┌─ SUPPLIED MATERIAL
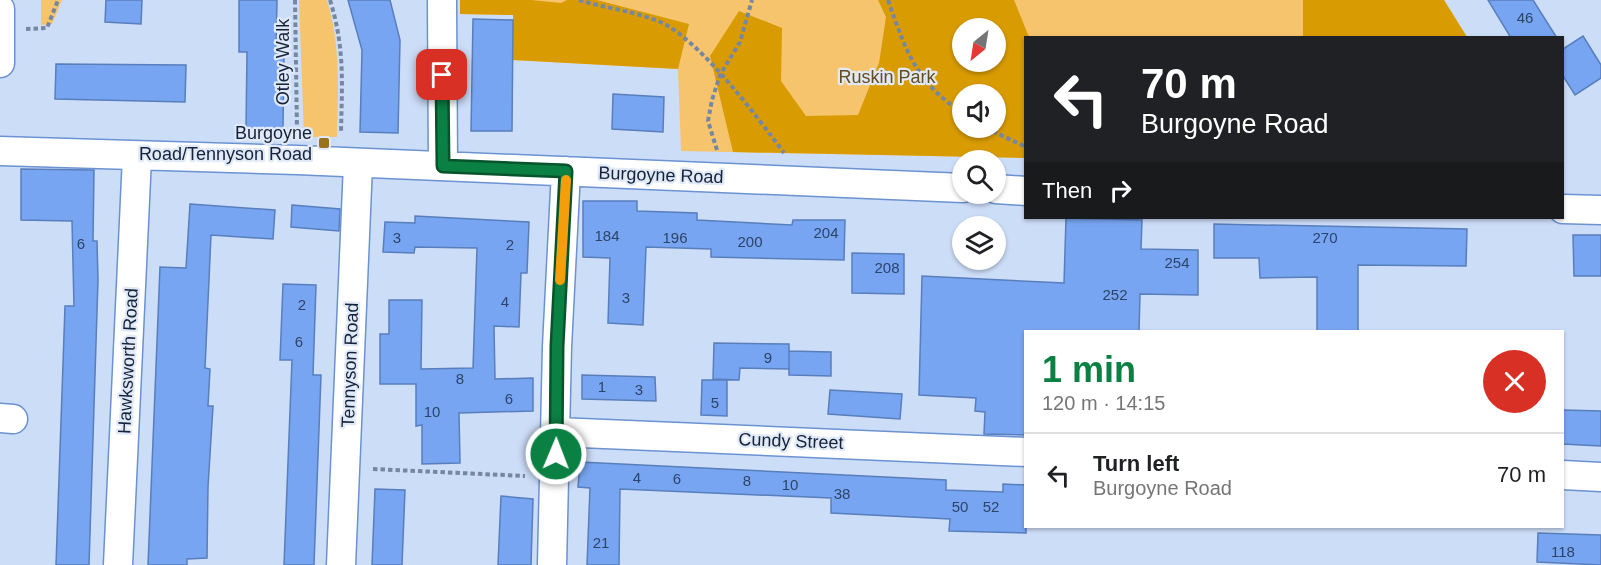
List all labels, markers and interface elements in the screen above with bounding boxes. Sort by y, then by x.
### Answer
house number: 46 [1517,9,1533,26]
street label: Otley Walk [273,18,293,105]
north arrow [952,18,1006,72]
map controls [952,18,1006,270]
pin [416,49,467,100]
icon: arrive [425,58,458,91]
icon: left [1042,60,1120,138]
text: 70 m [1141,60,1237,107]
park label: Ruskin Park [838,67,937,87]
button: sound [952,84,1006,138]
text: Burgoyne Road [1141,109,1329,139]
place label: Burgoyne Road/Tennyson Road [139,123,312,164]
marker: Burgoyne Road/Tennyson Road [317,136,331,150]
button: search [952,150,1006,204]
street label: Burgoyne Road [598,163,724,187]
icon: right [1104,174,1137,207]
text: Then [1042,178,1092,203]
button: layers [952,216,1006,270]
house number: 204 [813,224,839,241]
house number: 184 [594,227,620,244]
house number: 3 [393,229,401,246]
house number: 196 [662,229,688,246]
house number: 270 [1312,229,1338,246]
house number: 200 [737,233,763,250]
house number: 6 [77,235,85,252]
house number: 2 [506,236,514,253]
house number: 254 [1164,254,1190,271]
house number: 208 [874,259,900,276]
house number: 252 [1102,286,1128,303]
street label: Hawksworth Road [114,288,142,434]
house number: 3 [622,289,630,306]
house number: 4 [501,293,509,310]
house number: 2 [298,296,306,313]
street label: Tennyson Road [338,302,362,428]
house number: 6 [295,333,303,350]
house number: 9 [764,349,772,366]
text: 1 min [1042,349,1136,390]
button: close [1483,350,1546,413]
house number: 8 [456,370,464,387]
house number: 1 [598,378,606,395]
house number: 3 [635,381,643,398]
house number: 6 [505,390,513,407]
text: 120 m · 14:15 [1042,392,1165,414]
house number: 5 [711,394,719,411]
house number: 10 [424,403,440,420]
position arrow [524,422,588,486]
street label: Cundy Street [738,429,844,453]
text: Turn left [1093,451,1179,476]
icon: left [1042,459,1075,492]
text: 70 m [1497,462,1546,487]
house number: 4 [633,469,641,486]
house number: 6 [673,470,681,487]
house number: 8 [743,472,751,489]
house number: 10 [782,476,798,493]
text: Burgoyne Road [1093,477,1232,499]
house number: 38 [834,485,850,502]
house number: 50 [952,498,968,515]
house number: 52 [983,498,999,515]
house number: 21 [593,534,609,551]
house number: 118 [1551,543,1575,560]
└─
| WHAT IS NEEDED |
Set down every entry exactly; omit the pictures.

| TASK SOLUTION |
List all labels, markers and interface elements in the screen above with bounding boxes. Sort by y, then by x.
### Answer
house number: 46 [1517,9,1533,26]
street label: Otley Walk [273,18,293,105]
north arrow [952,18,1006,72]
map controls [952,18,1006,270]
pin [416,49,467,100]
icon: arrive [425,58,458,91]
icon: left [1042,60,1120,138]
text: 70 m [1141,60,1237,107]
park label: Ruskin Park [838,67,937,87]
button: sound [952,84,1006,138]
text: Burgoyne Road [1141,109,1329,139]
place label: Burgoyne Road/Tennyson Road [139,123,312,164]
marker: Burgoyne Road/Tennyson Road [317,136,331,150]
button: search [952,150,1006,204]
street label: Burgoyne Road [598,163,724,187]
icon: right [1104,174,1137,207]
text: Then [1042,178,1092,203]
button: layers [952,216,1006,270]
house number: 204 [813,224,839,241]
house number: 184 [594,227,620,244]
house number: 3 [393,229,401,246]
house number: 196 [662,229,688,246]
house number: 270 [1312,229,1338,246]
house number: 200 [737,233,763,250]
house number: 6 [77,235,85,252]
house number: 2 [506,236,514,253]
house number: 254 [1164,254,1190,271]
house number: 208 [874,259,900,276]
house number: 252 [1102,286,1128,303]
street label: Hawksworth Road [114,288,142,434]
house number: 3 [622,289,630,306]
house number: 4 [501,293,509,310]
house number: 2 [298,296,306,313]
street label: Tennyson Road [338,302,362,428]
house number: 6 [295,333,303,350]
house number: 9 [764,349,772,366]
text: 1 min [1042,349,1136,390]
button: close [1483,350,1546,413]
house number: 8 [456,370,464,387]
house number: 1 [598,378,606,395]
house number: 3 [635,381,643,398]
house number: 6 [505,390,513,407]
text: 120 m · 14:15 [1042,392,1165,414]
house number: 5 [711,394,719,411]
house number: 10 [424,403,440,420]
position arrow [524,422,588,486]
street label: Cundy Street [738,429,844,453]
text: Turn left [1093,451,1179,476]
icon: left [1042,459,1075,492]
text: 70 m [1497,462,1546,487]
house number: 4 [633,469,641,486]
house number: 6 [673,470,681,487]
house number: 8 [743,472,751,489]
house number: 10 [782,476,798,493]
text: Burgoyne Road [1093,477,1232,499]
house number: 38 [834,485,850,502]
house number: 50 [952,498,968,515]
house number: 52 [983,498,999,515]
house number: 21 [593,534,609,551]
house number: 118 [1551,543,1575,560]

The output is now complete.